# Stochastic MuZero Training for 2048 (JAX)

This notebook trains a Stochastic MuZero agent to play 2048 using JAX.

**Supported Hardware:**
- NVIDIA Tesla P100/T4 (Kaggle GPU)
- TPU v3-8 (Kaggle TPU)
- CPU (slower, but works anywhere)

**Paper:** "Planning in Stochastic Environments with a Learned Model" (ICLR 2022)

## 1. Environment Setup

In [None]:
# ##>: Clone repository and checkout the correct branch.
# ##!: Replace with your actual repository URL before running.
REPO_URL = 'https://github.com/YOUR_USERNAME/simulate_2048.git'  # CHANGE THIS
BRANCH = 'muzero'  # The branch containing the training code

!git clone {REPO_URL}
%cd simulate_2048
!git checkout {BRANCH}
!git log --oneline -3  # Verify we're on the correct branch

In [None]:
# ##>: Install JAX dependencies.
# ##&: Kaggle GPU has CUDA, so install jax[cuda12].
!pip install -q jax[cuda12] flax optax mctx chex orbax-checkpoint

In [None]:
import os
import sys
from pathlib import Path

# ##>: Add project root to path.
project_root = Path.cwd()
if str(project_root) not in sys.path:
    sys.path.insert(0, str(project_root))

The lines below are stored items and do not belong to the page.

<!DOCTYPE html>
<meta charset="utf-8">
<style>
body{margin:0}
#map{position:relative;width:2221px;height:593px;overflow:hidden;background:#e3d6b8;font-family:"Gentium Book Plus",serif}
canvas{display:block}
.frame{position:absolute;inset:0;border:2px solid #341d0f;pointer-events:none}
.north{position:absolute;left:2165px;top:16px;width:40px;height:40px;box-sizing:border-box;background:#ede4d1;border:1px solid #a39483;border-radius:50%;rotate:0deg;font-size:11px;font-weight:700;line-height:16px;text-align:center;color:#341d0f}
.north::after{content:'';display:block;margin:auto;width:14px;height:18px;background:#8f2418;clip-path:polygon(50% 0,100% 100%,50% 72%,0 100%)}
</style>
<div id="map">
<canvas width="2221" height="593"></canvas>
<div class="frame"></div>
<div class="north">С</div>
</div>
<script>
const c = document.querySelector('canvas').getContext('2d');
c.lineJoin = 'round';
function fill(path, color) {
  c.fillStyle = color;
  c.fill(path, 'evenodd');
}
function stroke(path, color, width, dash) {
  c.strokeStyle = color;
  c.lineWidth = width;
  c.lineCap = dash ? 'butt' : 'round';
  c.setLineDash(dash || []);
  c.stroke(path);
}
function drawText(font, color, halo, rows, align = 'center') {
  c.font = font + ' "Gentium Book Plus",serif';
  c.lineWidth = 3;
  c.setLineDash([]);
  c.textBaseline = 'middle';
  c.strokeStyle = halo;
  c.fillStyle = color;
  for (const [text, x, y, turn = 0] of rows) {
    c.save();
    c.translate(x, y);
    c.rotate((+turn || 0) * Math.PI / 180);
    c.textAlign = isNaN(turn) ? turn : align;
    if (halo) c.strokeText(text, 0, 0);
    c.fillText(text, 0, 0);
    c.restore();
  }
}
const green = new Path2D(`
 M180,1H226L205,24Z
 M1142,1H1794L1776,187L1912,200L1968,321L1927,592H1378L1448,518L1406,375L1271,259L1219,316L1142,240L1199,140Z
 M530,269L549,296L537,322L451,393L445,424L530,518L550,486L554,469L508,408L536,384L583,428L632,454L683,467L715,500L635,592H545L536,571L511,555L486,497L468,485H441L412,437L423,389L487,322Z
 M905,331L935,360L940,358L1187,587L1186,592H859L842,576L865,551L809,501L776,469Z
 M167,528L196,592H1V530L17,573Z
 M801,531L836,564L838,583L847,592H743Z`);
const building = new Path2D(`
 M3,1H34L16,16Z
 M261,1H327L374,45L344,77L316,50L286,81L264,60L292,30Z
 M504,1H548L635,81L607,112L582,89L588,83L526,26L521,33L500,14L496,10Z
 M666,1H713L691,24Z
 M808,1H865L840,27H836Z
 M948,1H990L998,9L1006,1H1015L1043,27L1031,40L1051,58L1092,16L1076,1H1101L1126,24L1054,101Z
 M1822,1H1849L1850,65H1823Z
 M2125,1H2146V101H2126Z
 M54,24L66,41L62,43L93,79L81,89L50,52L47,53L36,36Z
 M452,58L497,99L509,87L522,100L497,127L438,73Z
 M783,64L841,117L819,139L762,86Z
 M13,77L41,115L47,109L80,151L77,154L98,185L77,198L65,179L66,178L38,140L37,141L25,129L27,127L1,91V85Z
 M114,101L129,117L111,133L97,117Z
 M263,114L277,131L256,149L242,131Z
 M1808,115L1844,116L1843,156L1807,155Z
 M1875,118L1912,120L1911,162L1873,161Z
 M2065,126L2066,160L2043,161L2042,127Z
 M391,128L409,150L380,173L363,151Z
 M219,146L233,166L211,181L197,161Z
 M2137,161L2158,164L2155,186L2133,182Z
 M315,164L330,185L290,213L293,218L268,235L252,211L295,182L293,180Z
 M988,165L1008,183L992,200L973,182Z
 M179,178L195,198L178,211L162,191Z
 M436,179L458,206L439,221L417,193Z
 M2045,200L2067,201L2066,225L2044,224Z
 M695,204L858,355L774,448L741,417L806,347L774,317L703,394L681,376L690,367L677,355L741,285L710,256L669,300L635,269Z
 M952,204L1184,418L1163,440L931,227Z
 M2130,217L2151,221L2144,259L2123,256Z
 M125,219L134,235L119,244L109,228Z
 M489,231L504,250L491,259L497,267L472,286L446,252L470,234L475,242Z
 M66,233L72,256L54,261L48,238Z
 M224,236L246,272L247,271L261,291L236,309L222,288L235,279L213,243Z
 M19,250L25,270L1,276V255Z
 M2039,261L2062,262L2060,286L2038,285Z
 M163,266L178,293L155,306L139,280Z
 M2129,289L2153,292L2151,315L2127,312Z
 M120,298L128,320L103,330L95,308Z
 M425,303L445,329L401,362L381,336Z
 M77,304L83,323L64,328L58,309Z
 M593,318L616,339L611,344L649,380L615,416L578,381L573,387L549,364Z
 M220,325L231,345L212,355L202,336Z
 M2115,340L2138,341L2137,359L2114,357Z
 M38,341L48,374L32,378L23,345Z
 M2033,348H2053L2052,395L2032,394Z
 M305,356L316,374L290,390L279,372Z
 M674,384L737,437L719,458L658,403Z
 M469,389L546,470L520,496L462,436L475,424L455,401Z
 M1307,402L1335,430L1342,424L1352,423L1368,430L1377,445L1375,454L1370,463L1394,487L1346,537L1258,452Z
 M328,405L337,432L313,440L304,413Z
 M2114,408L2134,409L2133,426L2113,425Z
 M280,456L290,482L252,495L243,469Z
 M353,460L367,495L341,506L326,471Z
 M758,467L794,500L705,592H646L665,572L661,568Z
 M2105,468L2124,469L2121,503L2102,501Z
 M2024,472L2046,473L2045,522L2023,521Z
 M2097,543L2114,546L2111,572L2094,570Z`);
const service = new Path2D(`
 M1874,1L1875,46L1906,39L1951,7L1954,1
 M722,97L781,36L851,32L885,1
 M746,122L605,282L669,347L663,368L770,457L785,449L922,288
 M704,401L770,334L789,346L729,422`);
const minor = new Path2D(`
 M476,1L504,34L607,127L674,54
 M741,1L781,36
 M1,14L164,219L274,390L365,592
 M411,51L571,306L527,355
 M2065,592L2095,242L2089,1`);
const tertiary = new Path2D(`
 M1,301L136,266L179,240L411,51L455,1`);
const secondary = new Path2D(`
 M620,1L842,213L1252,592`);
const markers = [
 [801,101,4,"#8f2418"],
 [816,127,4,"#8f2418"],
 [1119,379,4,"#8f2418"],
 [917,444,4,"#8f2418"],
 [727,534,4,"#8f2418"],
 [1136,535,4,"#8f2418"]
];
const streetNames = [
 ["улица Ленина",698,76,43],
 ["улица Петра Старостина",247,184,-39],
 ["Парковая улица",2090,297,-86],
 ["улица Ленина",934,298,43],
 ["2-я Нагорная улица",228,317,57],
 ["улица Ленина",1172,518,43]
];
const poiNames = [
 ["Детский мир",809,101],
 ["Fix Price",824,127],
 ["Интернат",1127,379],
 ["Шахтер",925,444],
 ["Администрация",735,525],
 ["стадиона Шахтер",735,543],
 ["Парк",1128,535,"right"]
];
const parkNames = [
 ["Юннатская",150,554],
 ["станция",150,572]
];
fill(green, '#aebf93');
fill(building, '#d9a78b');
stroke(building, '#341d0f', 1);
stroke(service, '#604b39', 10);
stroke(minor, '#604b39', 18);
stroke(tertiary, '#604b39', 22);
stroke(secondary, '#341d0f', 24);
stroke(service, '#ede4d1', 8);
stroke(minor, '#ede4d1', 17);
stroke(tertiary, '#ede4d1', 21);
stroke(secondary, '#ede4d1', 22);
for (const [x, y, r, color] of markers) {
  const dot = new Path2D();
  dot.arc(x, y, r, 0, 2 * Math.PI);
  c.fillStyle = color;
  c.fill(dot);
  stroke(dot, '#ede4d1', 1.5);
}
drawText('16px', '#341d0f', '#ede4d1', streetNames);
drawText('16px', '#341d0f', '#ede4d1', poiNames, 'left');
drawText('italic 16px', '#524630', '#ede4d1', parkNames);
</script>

print(f'Project root: {project_root}')
print(f'Python version: {sys.version}')

## 2. Hardware Detection

Detects GPU/TPU availability and configures JAX appropriately.

In [None]:
import jax
import jax.numpy as jnp

print(f'JAX version: {jax.__version__}')
print(f'Available devices: {jax.devices()}')
print(f'Default backend: {jax.default_backend()}')

In [None]:
# ##>: Detect available hardware.
print('=' * 60)
print('HARDWARE CONFIGURATION')
print('=' * 60)

devices = jax.devices()
backend = jax.default_backend()

if backend == 'gpu':
    print(f'GPU detected: {len(devices)} device(s)')
    for i, dev in enumerate(devices):
        print(f'  - Device {i}: {dev}')
    ACCELERATOR = 'GPU'
elif backend == 'tpu':
    print(f'TPU detected: {len(devices)} core(s)')
    ACCELERATOR = 'TPU'
else:
    print('No GPU/TPU detected, using CPU')
    ACCELERATOR = 'CPU'

print('=' * 60)

## 3. Training Configuration

Configure hyperparameters based on detected hardware and available runtime.

In [None]:
# ##>: Training configuration.
# ##!: Adjust these based on Kaggle session limits (12h for GPU, 9h for TPU).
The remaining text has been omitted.